Other donors give without restriction, leaving it up to the church to use the funds in ways that best serve its mission. Unrestricted gifts offer the greatest flexibility, but they still require clarity from the church about how those funds will be used.
It can be helpful to reflect on a few key questions before a gift is received. What is the vision and purpose of our endowment? How do we use incoming gifts to support the mission of the endowment? What kinds of gifts are we prepared to accept, and which might require more expertise or help to accept, such as art, real estate or stocks? A church with clear answers to these questions is far better positioned to receive a gift well and to communicate with donors in a way that builds trust.
If your church has not created or recently revisited the vision and purpose of your endowment, you might find this post on creating a vision and purpose for your endowment helpful.
Clarify Who Is Responsible
When a gift arrives, someone needs to be ready to receive it graciously and competently. That means having clear answers to some basic governance questions before the conversation with a donor ever happens.
Who has the authority to accept a gift on behalf of the church? This may be the vestry, or it may be shared or delegated to a dedicated endowment committee or a finance committee. Whatever structure your church uses, the important thing is that roles are defined and that the people in those roles understand their responsibilities. When it is unclear who’s responsible for accepting gifts, even a generous and well-intentioned gift can create conflict or confusion.
Have a Gift Acceptance Policy
A gift acceptance policy is a document that guides your church in deciding how to receive, evaluate, and steward endowment gifts. It spells out what types of gifts your church can accept, who is involved in the acceptance of gifts, the conditions under which gifts may be accepted, and how gifts will be used.
Why does this matter? Consider a few scenarios. A donor wants to give stock. Does your church have a brokerage account to receive it? A donor wants to leave real estate to the church in their will. Is your church prepared to evaluate whether to accept it? A donor gives a restricted gift, and ten years later the ministry it was designated for no longer exists. What happens then?

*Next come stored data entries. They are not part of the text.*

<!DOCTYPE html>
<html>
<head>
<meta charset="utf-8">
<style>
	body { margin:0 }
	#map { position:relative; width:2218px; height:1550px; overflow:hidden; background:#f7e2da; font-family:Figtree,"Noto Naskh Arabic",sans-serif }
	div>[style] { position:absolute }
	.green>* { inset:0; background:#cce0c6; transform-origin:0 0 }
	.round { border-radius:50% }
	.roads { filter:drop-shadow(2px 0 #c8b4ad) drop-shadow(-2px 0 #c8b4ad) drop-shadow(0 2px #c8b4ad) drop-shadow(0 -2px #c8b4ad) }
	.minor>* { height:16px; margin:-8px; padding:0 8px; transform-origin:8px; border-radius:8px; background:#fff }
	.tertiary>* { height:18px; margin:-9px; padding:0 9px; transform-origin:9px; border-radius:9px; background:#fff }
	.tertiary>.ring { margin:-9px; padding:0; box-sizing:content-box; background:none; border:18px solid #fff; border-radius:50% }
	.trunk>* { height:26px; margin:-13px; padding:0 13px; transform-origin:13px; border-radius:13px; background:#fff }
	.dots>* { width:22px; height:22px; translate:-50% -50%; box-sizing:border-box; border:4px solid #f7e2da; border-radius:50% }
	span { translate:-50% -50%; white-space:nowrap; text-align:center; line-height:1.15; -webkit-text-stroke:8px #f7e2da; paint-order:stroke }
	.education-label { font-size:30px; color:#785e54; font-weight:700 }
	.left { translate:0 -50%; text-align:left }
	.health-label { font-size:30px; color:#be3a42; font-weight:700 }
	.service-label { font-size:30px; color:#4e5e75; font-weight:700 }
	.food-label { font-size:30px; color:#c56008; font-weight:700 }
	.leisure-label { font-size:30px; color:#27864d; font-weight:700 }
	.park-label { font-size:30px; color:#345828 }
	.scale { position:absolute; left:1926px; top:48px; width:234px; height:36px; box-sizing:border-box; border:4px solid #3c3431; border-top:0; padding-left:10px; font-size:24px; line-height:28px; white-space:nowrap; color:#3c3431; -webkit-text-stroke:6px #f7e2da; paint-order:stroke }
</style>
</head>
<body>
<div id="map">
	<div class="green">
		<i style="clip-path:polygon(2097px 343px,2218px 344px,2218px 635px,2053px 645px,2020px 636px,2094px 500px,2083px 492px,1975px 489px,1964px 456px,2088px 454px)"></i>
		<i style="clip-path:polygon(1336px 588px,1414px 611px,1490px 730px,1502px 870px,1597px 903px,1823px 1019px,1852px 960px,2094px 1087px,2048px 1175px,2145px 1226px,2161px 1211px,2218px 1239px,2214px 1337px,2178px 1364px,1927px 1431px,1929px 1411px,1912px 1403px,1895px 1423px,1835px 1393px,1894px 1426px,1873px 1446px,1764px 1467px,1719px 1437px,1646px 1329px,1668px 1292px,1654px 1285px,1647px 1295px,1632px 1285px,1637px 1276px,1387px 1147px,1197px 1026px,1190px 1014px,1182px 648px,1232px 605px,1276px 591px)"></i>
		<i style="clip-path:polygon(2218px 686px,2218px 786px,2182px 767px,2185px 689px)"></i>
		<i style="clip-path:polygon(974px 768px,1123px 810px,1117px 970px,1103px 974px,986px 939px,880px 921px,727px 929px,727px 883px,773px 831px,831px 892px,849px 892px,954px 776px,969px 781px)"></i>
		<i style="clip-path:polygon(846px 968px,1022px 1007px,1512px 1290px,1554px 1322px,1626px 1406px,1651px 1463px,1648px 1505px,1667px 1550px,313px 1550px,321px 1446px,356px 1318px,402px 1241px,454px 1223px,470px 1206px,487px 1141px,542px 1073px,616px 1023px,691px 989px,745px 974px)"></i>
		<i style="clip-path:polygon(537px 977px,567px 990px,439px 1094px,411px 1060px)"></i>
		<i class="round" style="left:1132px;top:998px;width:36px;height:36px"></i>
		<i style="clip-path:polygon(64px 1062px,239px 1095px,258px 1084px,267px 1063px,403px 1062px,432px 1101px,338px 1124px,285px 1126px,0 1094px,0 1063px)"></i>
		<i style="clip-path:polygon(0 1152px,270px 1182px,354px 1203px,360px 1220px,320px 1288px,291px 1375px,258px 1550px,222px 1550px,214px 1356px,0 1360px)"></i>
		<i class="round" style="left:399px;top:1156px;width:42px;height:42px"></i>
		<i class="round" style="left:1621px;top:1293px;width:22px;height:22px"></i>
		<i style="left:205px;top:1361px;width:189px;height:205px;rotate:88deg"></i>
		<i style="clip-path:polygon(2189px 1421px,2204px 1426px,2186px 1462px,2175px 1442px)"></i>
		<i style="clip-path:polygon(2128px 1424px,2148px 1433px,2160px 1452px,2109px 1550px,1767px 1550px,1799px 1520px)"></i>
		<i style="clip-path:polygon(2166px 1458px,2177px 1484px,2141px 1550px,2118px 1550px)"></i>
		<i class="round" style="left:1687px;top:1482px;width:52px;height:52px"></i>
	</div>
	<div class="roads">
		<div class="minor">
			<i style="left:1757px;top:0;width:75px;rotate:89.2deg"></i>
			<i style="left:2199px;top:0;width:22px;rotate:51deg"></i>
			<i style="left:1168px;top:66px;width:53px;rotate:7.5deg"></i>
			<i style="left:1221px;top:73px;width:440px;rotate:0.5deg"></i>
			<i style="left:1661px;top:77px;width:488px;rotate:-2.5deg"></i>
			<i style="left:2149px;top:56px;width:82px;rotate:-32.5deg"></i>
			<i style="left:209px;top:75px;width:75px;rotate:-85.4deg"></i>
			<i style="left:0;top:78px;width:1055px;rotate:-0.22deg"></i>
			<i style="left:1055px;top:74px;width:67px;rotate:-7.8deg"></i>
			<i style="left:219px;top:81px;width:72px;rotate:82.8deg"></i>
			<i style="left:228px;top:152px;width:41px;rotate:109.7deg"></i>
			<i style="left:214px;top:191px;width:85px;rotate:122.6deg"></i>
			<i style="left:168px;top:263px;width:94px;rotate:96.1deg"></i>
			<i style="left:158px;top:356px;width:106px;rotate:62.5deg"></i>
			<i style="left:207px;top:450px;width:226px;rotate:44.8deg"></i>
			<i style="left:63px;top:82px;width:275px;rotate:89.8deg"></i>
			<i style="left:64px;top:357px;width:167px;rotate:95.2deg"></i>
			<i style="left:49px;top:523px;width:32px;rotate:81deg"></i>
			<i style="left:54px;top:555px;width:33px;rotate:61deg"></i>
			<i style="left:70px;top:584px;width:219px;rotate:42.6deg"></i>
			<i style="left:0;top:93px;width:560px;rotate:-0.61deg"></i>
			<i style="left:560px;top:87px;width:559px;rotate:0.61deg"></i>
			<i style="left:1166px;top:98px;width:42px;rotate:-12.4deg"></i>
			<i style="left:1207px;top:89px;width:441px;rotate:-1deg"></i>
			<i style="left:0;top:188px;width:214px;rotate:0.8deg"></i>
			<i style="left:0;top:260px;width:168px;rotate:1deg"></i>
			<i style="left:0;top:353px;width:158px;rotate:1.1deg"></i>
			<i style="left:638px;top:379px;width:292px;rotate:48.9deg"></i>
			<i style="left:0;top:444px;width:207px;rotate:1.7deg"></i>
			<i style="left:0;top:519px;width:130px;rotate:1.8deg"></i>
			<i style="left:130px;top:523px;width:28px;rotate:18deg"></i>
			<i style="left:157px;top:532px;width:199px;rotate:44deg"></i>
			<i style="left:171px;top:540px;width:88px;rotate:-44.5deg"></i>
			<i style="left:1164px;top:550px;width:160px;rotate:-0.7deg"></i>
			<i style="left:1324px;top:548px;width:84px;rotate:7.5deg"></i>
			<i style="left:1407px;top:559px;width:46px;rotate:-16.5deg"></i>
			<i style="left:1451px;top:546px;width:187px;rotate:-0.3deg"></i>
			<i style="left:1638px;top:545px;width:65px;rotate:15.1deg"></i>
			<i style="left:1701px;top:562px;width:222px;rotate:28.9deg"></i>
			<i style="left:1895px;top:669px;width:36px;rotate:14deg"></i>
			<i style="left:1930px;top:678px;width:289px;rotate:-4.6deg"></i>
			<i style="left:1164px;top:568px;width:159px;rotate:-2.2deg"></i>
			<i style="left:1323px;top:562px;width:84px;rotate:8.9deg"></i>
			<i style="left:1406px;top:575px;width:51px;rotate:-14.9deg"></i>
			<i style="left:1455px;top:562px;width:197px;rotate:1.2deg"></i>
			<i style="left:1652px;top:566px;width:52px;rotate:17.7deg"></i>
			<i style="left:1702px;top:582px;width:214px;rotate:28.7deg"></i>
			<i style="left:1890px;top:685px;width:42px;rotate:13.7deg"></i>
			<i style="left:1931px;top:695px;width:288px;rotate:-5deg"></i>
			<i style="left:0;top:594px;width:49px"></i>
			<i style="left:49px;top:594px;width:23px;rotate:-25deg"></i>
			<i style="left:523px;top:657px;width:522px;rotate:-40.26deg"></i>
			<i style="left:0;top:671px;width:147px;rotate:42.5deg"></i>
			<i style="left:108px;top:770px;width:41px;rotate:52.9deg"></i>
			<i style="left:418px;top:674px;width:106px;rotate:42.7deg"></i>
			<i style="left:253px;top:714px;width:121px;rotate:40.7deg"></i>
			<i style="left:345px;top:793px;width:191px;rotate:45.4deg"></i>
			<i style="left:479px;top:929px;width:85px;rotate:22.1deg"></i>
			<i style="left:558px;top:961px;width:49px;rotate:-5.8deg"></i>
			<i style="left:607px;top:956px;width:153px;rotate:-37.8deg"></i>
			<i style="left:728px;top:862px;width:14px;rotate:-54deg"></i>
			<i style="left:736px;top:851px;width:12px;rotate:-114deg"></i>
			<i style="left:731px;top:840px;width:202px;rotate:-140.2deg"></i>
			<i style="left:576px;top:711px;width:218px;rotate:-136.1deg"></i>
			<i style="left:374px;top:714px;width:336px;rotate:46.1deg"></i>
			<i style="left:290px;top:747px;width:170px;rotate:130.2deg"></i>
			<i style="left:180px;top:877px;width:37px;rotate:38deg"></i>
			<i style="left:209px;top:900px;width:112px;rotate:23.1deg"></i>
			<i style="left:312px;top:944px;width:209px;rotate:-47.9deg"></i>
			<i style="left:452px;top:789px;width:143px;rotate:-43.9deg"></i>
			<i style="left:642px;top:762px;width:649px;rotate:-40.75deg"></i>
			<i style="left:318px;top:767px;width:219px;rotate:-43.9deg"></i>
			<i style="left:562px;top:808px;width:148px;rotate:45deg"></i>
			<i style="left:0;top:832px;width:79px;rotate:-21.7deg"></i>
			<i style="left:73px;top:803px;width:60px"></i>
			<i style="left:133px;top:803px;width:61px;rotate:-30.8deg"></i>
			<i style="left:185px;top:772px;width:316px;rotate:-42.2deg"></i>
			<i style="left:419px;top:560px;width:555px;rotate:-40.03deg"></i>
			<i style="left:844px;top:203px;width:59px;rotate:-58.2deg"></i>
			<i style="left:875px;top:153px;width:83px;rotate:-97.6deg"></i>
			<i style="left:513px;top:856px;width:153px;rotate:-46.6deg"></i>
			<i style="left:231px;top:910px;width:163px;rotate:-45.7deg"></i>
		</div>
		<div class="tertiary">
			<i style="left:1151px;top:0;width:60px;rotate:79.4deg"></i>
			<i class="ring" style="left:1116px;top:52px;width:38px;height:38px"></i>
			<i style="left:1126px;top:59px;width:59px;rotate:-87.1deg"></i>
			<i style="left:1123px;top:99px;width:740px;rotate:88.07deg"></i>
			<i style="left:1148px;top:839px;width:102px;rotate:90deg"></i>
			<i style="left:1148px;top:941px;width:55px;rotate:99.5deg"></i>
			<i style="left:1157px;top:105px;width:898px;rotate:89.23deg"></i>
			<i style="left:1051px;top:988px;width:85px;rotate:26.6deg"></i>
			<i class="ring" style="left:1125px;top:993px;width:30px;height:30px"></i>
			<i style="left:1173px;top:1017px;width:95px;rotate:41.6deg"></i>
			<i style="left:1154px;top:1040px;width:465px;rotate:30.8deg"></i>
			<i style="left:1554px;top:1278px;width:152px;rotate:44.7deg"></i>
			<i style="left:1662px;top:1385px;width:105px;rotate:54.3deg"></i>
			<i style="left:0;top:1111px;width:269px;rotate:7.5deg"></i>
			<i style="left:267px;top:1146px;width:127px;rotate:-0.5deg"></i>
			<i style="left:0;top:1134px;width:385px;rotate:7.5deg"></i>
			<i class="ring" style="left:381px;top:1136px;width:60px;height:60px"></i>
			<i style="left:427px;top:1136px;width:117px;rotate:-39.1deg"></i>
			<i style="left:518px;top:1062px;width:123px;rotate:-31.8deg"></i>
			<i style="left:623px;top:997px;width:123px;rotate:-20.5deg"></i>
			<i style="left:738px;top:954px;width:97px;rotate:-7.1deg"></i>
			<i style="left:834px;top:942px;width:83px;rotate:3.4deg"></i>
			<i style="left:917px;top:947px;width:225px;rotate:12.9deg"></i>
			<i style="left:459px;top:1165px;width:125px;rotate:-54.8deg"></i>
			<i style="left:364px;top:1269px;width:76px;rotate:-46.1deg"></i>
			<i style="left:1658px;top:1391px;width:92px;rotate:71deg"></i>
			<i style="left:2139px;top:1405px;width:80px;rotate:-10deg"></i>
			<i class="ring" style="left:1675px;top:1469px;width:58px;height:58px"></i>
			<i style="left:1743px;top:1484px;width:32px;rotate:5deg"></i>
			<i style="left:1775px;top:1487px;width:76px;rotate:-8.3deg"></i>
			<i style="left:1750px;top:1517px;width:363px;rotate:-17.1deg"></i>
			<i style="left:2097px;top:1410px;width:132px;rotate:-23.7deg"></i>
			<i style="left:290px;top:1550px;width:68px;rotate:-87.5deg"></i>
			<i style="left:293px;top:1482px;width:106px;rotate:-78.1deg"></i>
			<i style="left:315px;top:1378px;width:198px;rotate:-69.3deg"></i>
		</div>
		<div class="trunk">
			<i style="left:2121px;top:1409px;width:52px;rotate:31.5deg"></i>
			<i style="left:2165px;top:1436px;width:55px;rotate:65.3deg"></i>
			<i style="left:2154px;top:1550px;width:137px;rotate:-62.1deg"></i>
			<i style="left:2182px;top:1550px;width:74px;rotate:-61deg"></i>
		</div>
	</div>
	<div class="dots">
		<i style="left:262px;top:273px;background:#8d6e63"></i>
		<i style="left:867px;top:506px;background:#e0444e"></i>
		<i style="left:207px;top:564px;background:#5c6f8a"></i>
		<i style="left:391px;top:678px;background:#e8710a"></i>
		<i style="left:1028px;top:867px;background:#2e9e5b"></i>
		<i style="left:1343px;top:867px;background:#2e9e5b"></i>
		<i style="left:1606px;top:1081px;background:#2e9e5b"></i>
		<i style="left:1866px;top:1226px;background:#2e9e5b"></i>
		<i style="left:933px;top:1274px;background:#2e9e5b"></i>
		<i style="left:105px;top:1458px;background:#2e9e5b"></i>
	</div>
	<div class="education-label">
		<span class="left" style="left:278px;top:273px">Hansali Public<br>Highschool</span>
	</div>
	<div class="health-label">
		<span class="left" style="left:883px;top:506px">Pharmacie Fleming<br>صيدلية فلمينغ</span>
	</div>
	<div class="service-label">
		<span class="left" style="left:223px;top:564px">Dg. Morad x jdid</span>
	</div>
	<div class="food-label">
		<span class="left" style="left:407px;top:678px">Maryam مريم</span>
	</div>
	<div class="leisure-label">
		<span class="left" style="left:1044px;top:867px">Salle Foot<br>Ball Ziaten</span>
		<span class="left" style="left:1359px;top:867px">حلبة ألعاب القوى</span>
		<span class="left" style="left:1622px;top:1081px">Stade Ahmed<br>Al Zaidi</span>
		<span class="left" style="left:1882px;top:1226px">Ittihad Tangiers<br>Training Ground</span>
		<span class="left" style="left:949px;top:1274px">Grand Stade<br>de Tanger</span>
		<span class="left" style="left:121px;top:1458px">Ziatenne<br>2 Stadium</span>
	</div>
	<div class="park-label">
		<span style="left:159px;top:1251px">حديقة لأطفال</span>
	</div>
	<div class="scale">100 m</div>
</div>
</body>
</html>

A gift acceptance policy gives your church a framework so that you are not starting from scratch each time someone gives a gift. It also signals to donors that your church takes stewardship seriously, which builds the trust that endowment giving requires.
Document Donor Intent
When a donor makes a restricted gift, their intentions should be captured in writing. This protects everyone: the donor, whose wishes deserve to be honored; the church, which needs clear guidance on how the funds may be used; and future leaders, who were not part of the original conversation and need a record to rely on.
A gift intention form is a simple but important tool. It captures the donor’s name, the purpose of the gift, any restrictions on its use, and the form of the contribution. It also helps the donor and the church come to a clear understanding before the gift is finalized.
For unrestricted gifts, documentation is still important. Keeping clear records of how funds are used helps future committees understand the history of the endowment which helps them to make good decisions moving forward.
Prepare Your Congregation
Endowment giving doesn’t happen in a vacuum. People give to churches they trust, and they trust churches that communicate openly about how gifts are used. If your congregation does not know your endowment exists or what happens when they give a gift or the different ways they can give, you are missing an opportunity to invite new and recurring donors.
Think about how you talk about the endowment in your parish life. Do members know who to contact if they are thinking about a legacy gift? Do they hear stories about how the endowment has made ministry and programs at your church possible?
When churches speak clearly and consistently about endowment giving, they make it easier for members to say yes to giving. And when a donor does come forward, your church is ready to receive the gift well.